# EXERCISE
Transcribe the records below exactly, leaving out any pictures.

# DATA TO USE
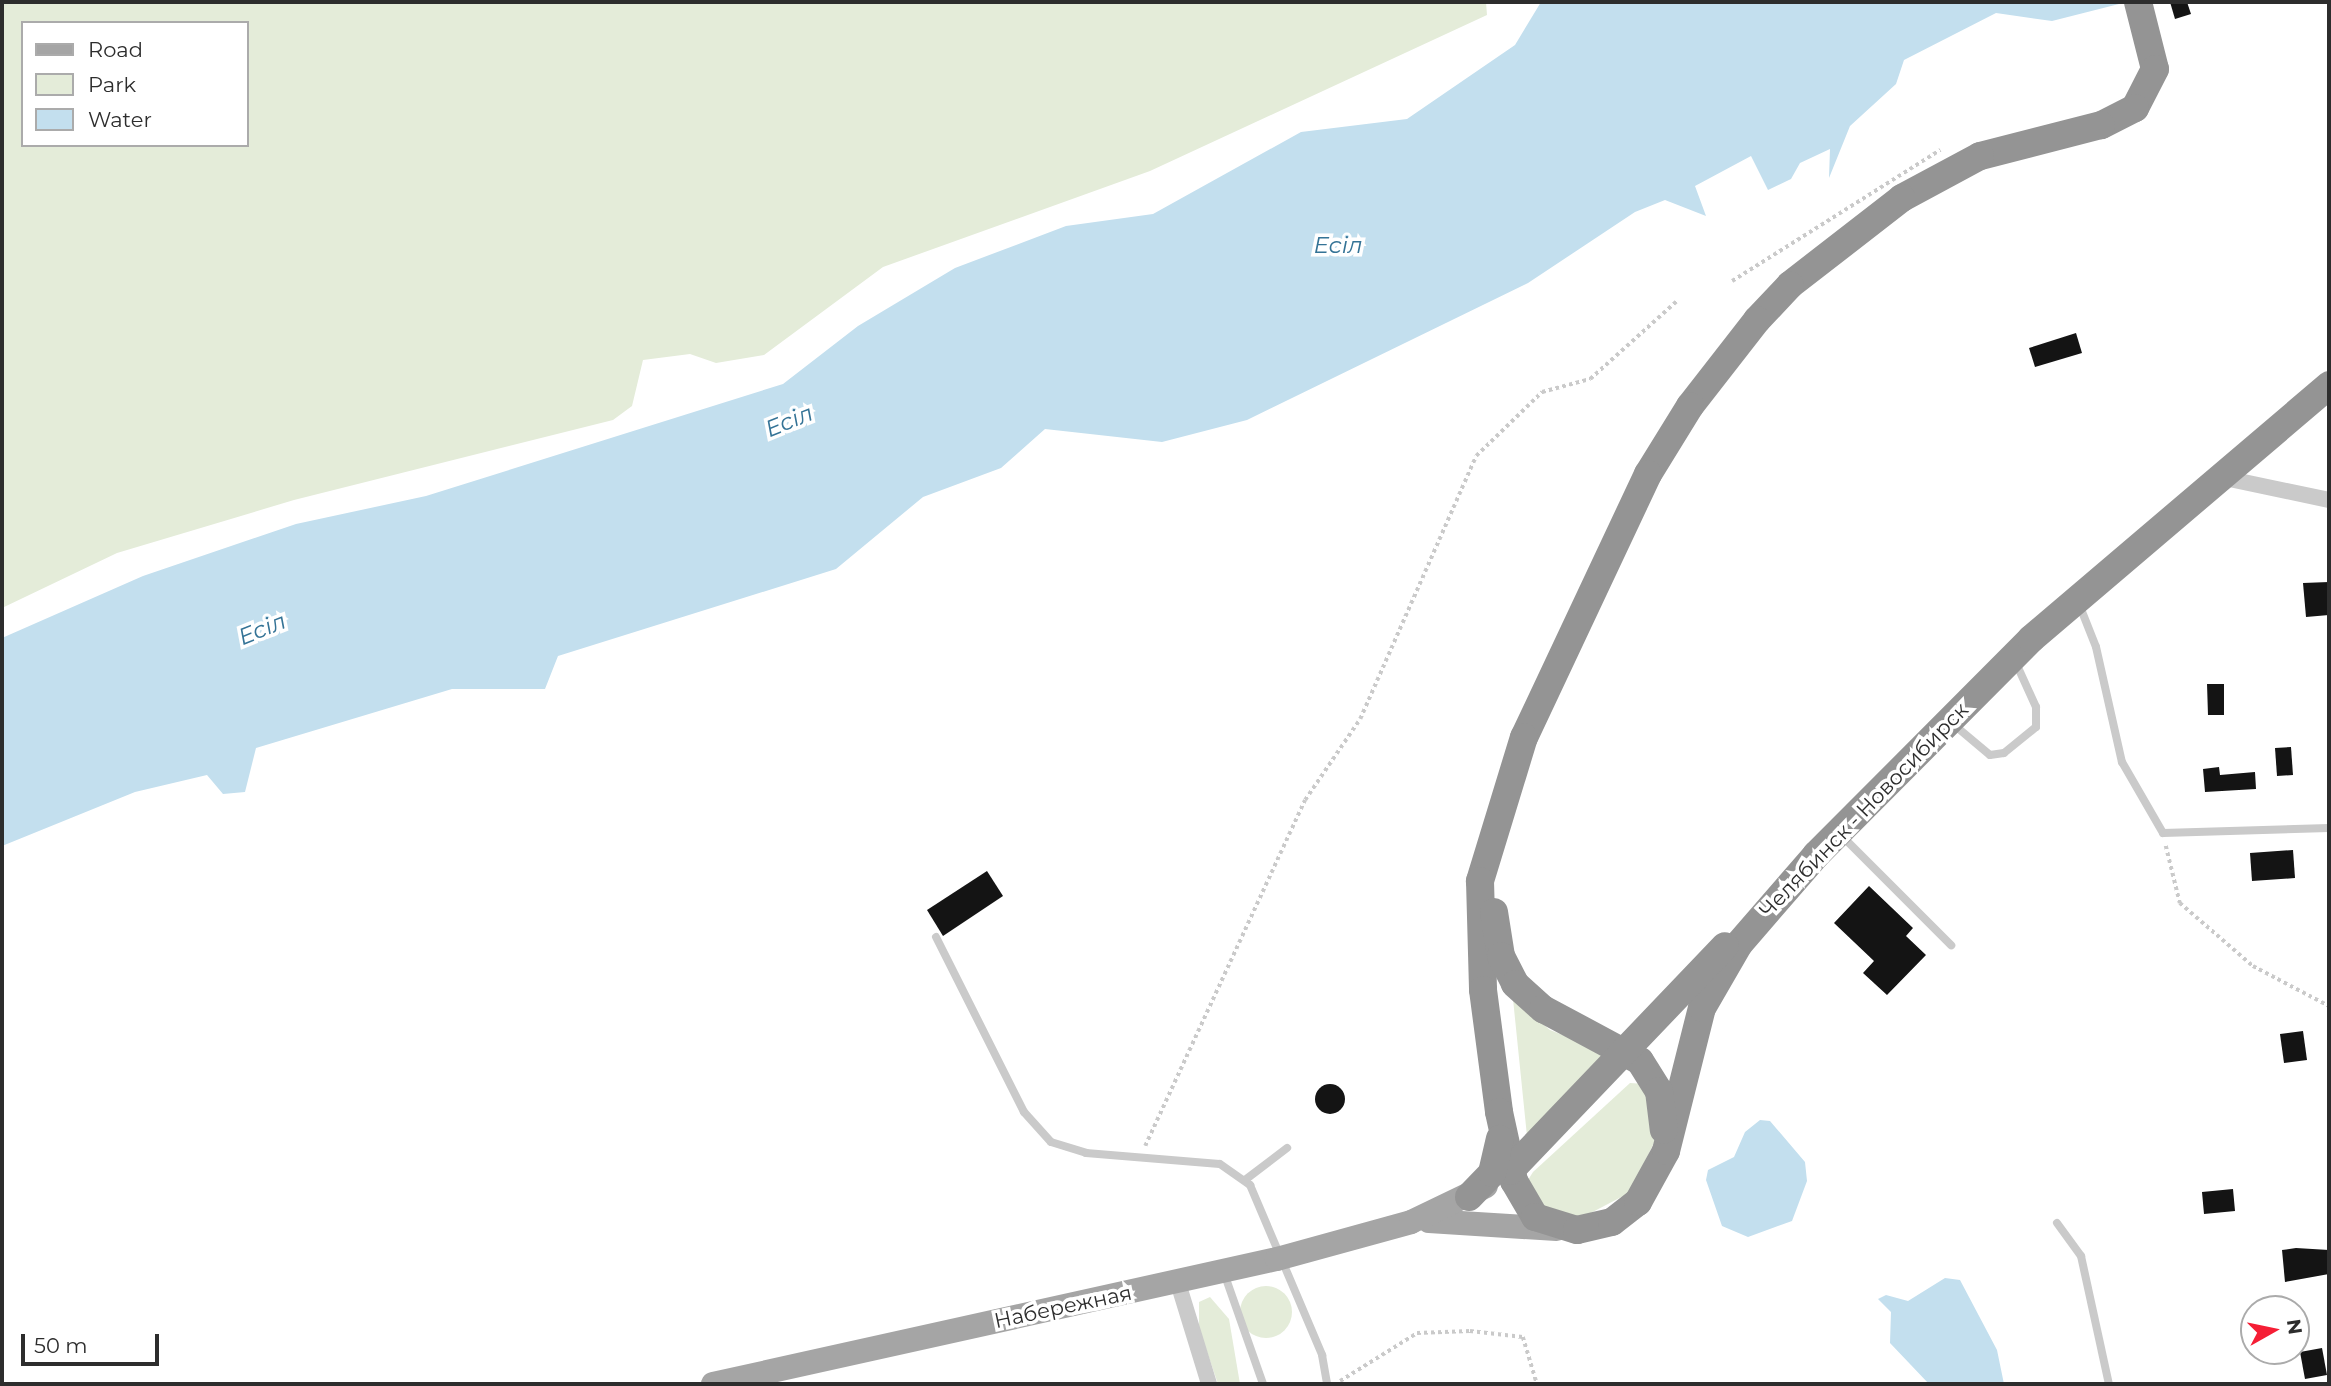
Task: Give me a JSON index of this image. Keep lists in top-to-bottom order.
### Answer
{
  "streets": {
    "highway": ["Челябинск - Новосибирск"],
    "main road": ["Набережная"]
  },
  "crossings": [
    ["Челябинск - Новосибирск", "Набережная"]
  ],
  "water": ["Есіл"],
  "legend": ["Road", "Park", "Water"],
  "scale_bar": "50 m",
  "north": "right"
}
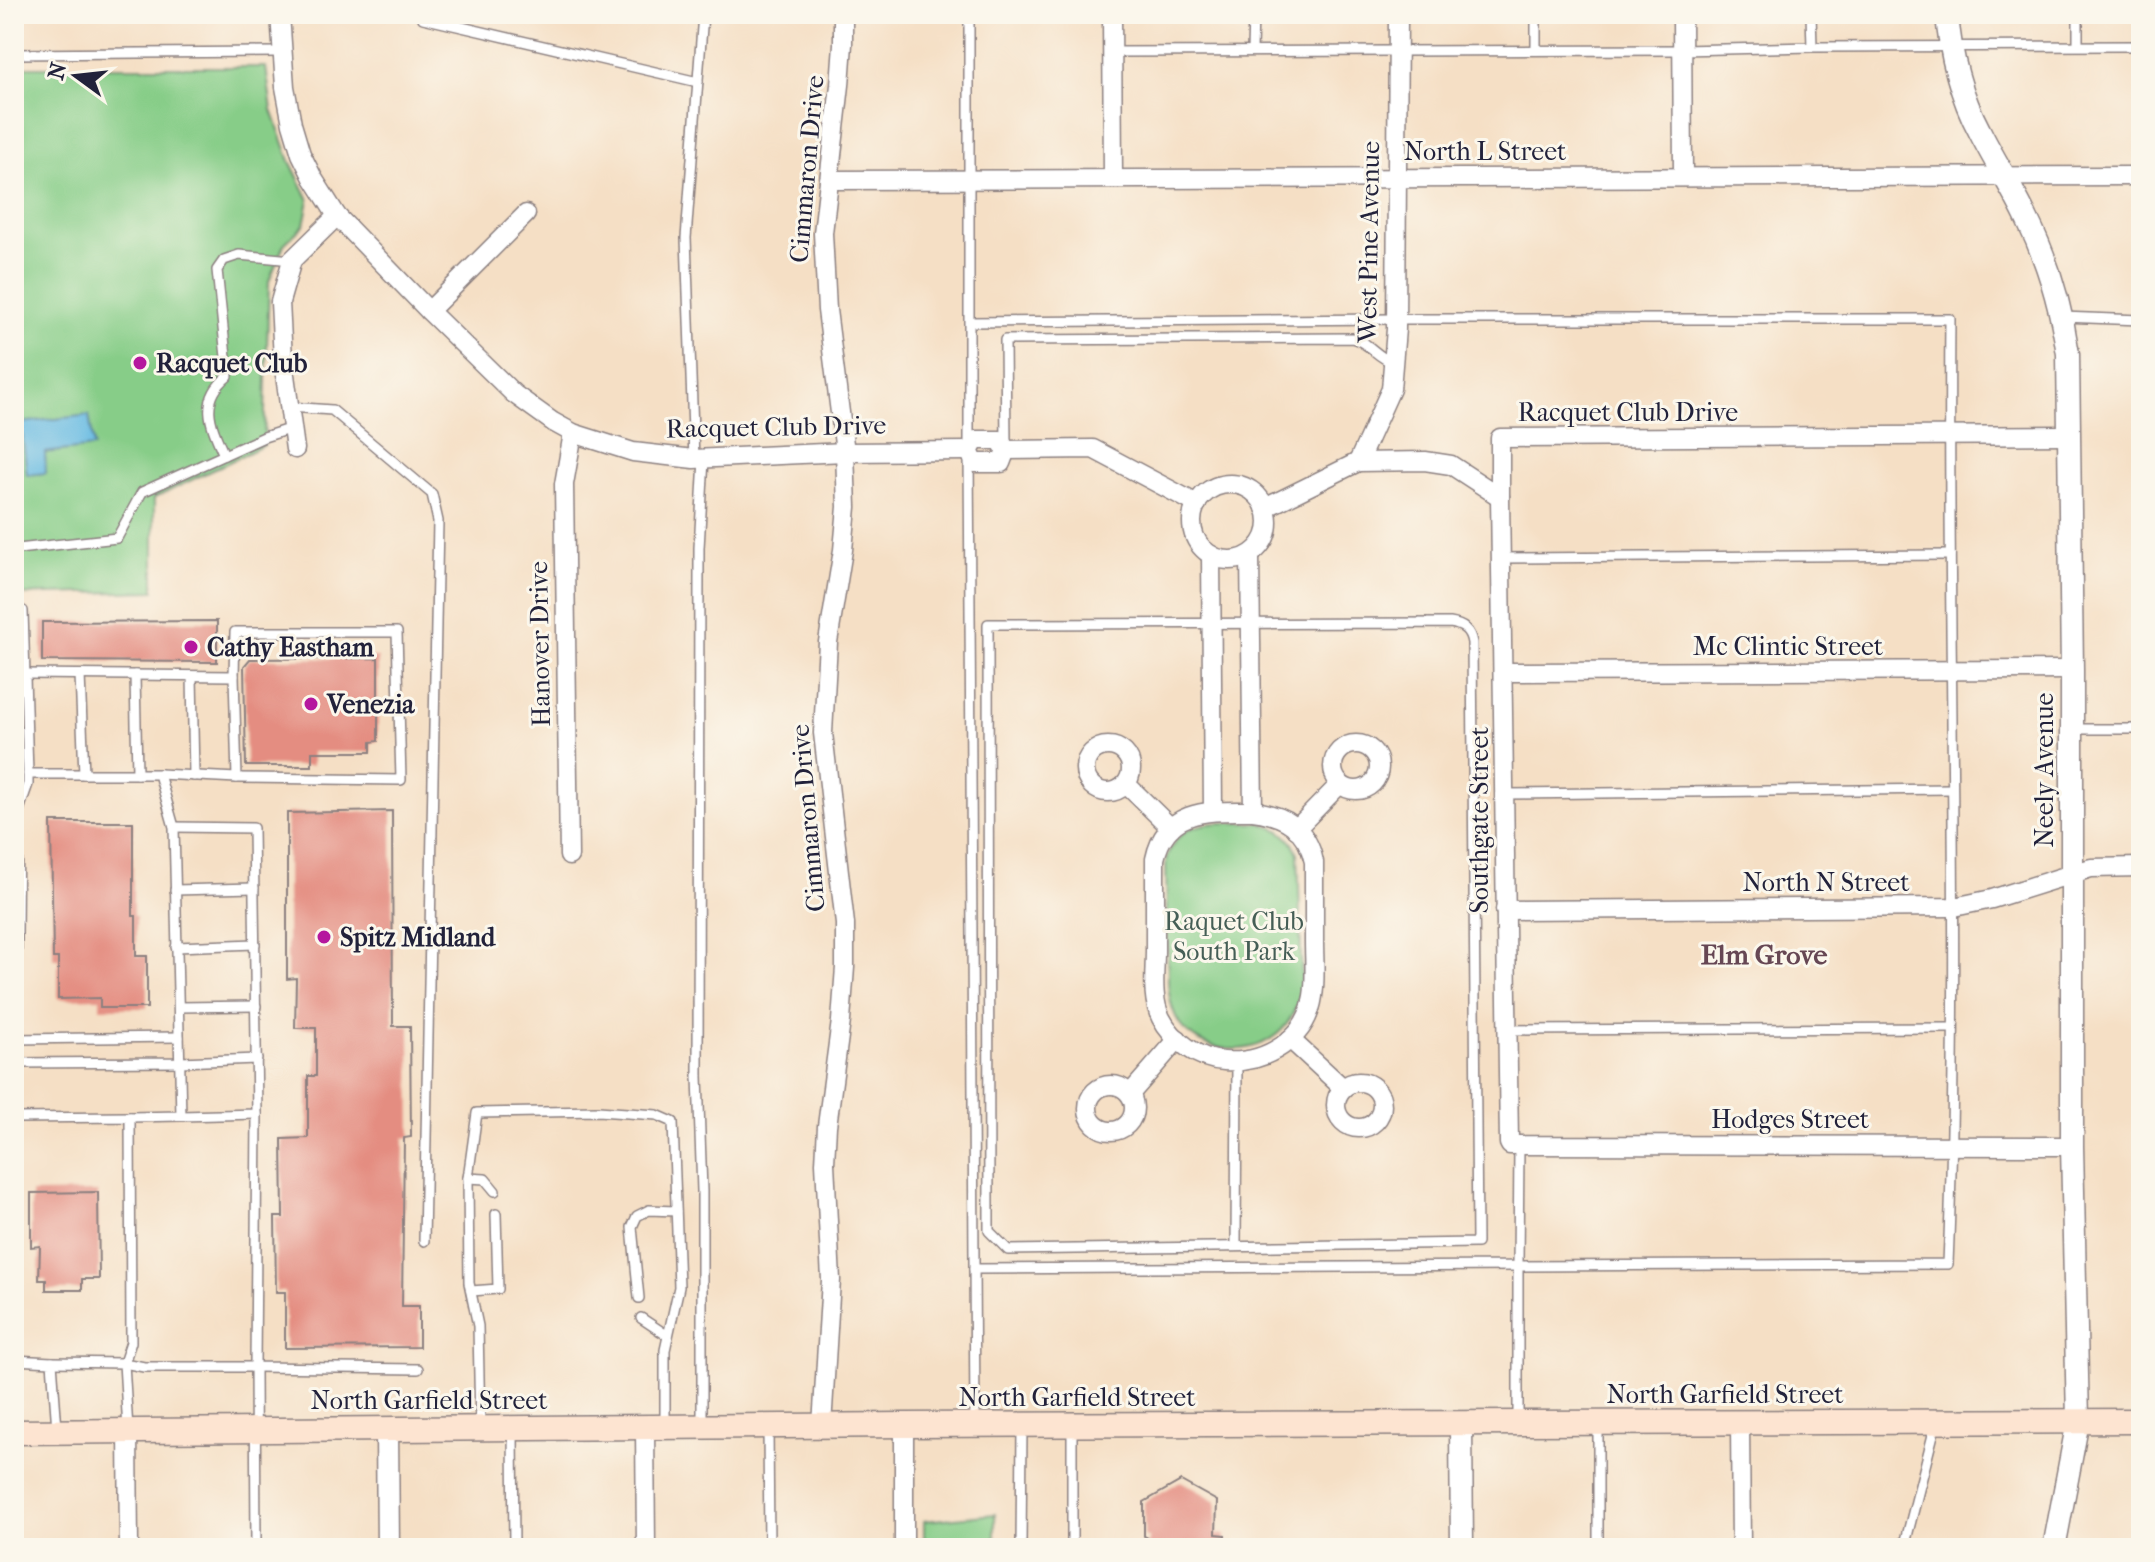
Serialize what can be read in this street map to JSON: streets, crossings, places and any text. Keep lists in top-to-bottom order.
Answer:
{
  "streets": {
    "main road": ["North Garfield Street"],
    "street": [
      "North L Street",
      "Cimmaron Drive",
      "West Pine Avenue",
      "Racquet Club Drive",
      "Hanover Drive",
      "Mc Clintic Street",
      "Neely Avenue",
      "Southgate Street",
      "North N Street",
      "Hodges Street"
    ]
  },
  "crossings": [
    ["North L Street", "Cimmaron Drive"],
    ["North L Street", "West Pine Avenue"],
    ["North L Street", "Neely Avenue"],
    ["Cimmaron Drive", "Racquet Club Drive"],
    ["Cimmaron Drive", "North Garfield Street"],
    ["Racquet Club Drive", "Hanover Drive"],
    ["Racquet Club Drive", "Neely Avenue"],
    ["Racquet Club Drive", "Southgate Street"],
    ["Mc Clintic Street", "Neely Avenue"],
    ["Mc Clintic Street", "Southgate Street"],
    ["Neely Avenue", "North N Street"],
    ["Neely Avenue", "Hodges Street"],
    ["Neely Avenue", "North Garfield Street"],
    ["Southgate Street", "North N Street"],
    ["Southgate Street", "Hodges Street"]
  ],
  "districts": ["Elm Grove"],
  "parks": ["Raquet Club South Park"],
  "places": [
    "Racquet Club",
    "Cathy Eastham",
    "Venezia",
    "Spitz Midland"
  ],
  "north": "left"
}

# EXERCISE ANSWER
Task: Give me a JSON index of this image. Keep lists in top-to-bottom order.
### Answer
{
  "streets": {
    "highway": ["Челябинск - Новосибирск"],
    "main road": ["Набережная"]
  },
  "crossings": [
    ["Челябинск - Новосибирск", "Набережная"]
  ],
  "water": ["Есіл"],
  "legend": ["Road", "Park", "Water"],
  "scale_bar": "50 m",
  "north": "right"
}
Serialize what can be read in this street map to JSON: streets, crossings, places and any text. Keep lists in top-to-bottom order.
Answer:
{
  "streets": {
    "main road": ["North Garfield Street"],
    "street": [
      "North L Street",
      "Cimmaron Drive",
      "West Pine Avenue",
      "Racquet Club Drive",
      "Hanover Drive",
      "Mc Clintic Street",
      "Neely Avenue",
      "Southgate Street",
      "North N Street",
      "Hodges Street"
    ]
  },
  "crossings": [
    ["North L Street", "Cimmaron Drive"],
    ["North L Street", "West Pine Avenue"],
    ["North L Street", "Neely Avenue"],
    ["Cimmaron Drive", "Racquet Club Drive"],
    ["Cimmaron Drive", "North Garfield Street"],
    ["Racquet Club Drive", "Hanover Drive"],
    ["Racquet Club Drive", "Neely Avenue"],
    ["Racquet Club Drive", "Southgate Street"],
    ["Mc Clintic Street", "Neely Avenue"],
    ["Mc Clintic Street", "Southgate Street"],
    ["Neely Avenue", "North N Street"],
    ["Neely Avenue", "Hodges Street"],
    ["Neely Avenue", "North Garfield Street"],
    ["Southgate Street", "North N Street"],
    ["Southgate Street", "Hodges Street"]
  ],
  "districts": ["Elm Grove"],
  "parks": ["Raquet Club South Park"],
  "places": [
    "Racquet Club",
    "Cathy Eastham",
    "Venezia",
    "Spitz Midland"
  ],
  "north": "left"
}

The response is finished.